_TO DO_
At the line containing "Serialize what can", begin repeating lines exactly, and stop only after the final line of the records below.

Collected data:
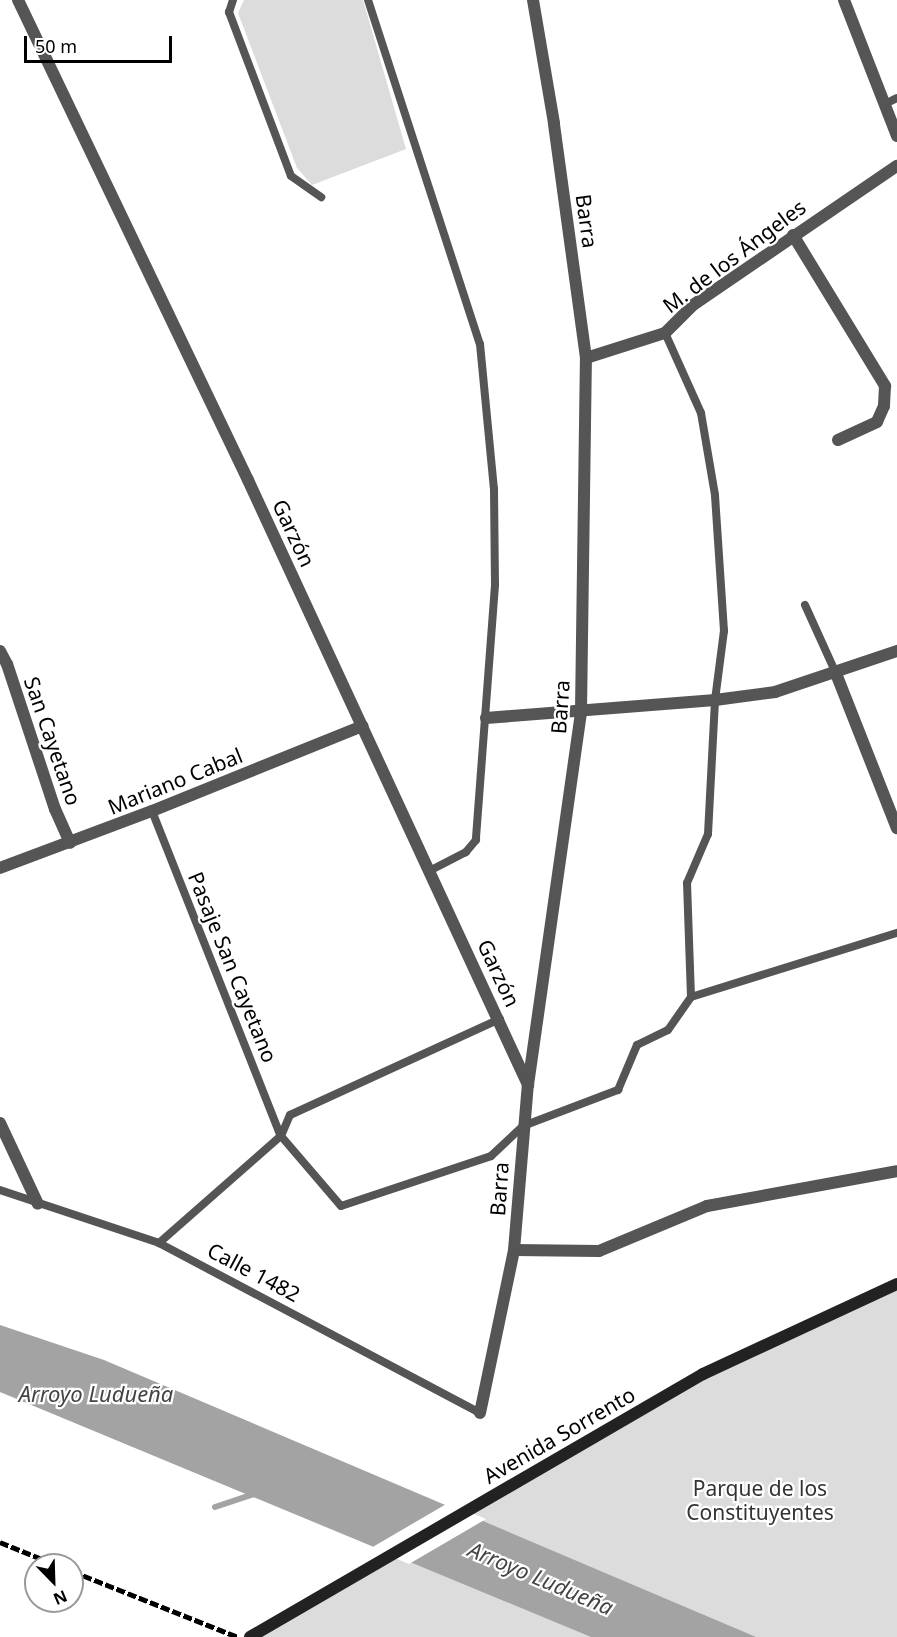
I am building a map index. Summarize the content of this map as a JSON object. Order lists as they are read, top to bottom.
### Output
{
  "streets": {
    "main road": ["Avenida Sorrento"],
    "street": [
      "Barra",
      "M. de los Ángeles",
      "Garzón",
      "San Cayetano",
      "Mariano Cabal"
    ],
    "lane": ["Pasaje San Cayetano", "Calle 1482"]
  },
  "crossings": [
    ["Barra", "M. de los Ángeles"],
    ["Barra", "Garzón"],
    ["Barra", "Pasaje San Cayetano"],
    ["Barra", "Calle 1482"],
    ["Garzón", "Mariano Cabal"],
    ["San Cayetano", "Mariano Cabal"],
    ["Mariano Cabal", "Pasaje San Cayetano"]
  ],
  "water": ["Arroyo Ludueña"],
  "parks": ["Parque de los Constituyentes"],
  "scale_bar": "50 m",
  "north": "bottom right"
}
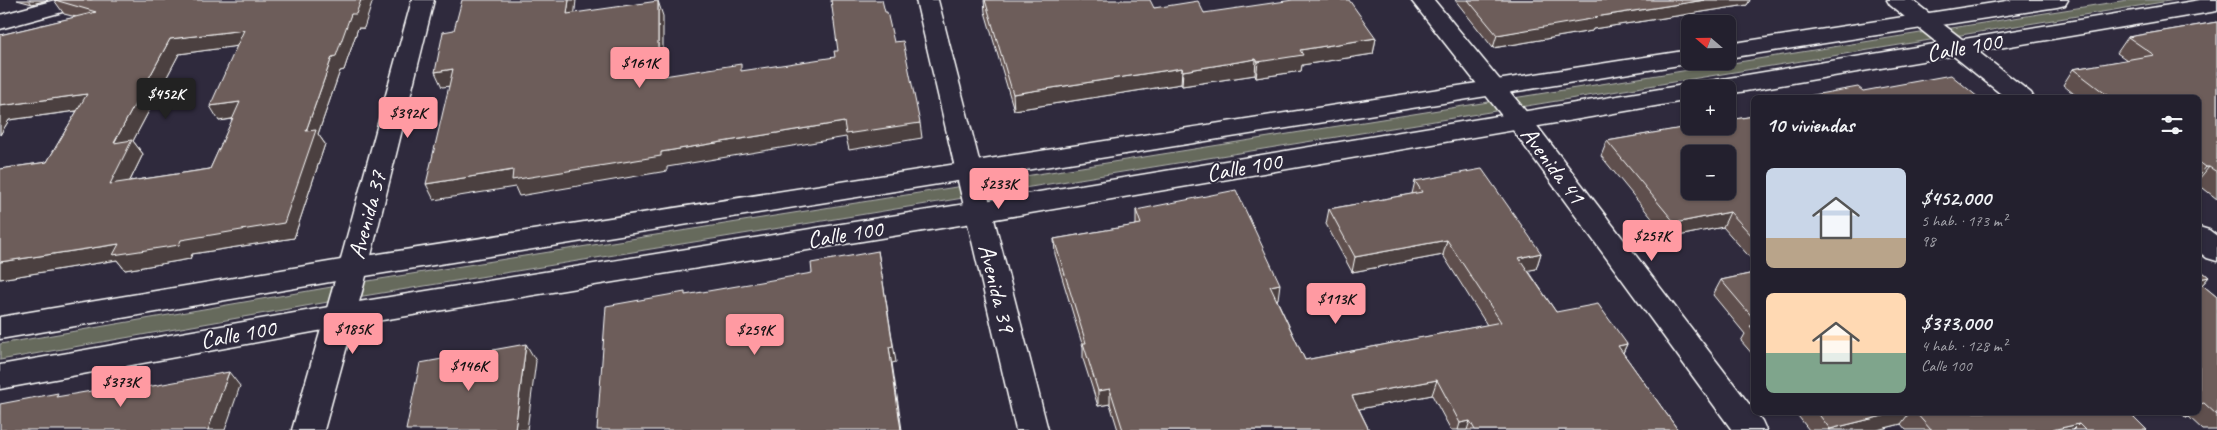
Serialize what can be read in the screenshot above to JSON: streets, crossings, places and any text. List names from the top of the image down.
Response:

_OUTPUT FOR THIS EXERCISE_
Serialize what can be read in the screenshot above to JSON: streets, crossings, places and any text. List names from the top of the image down.
Response:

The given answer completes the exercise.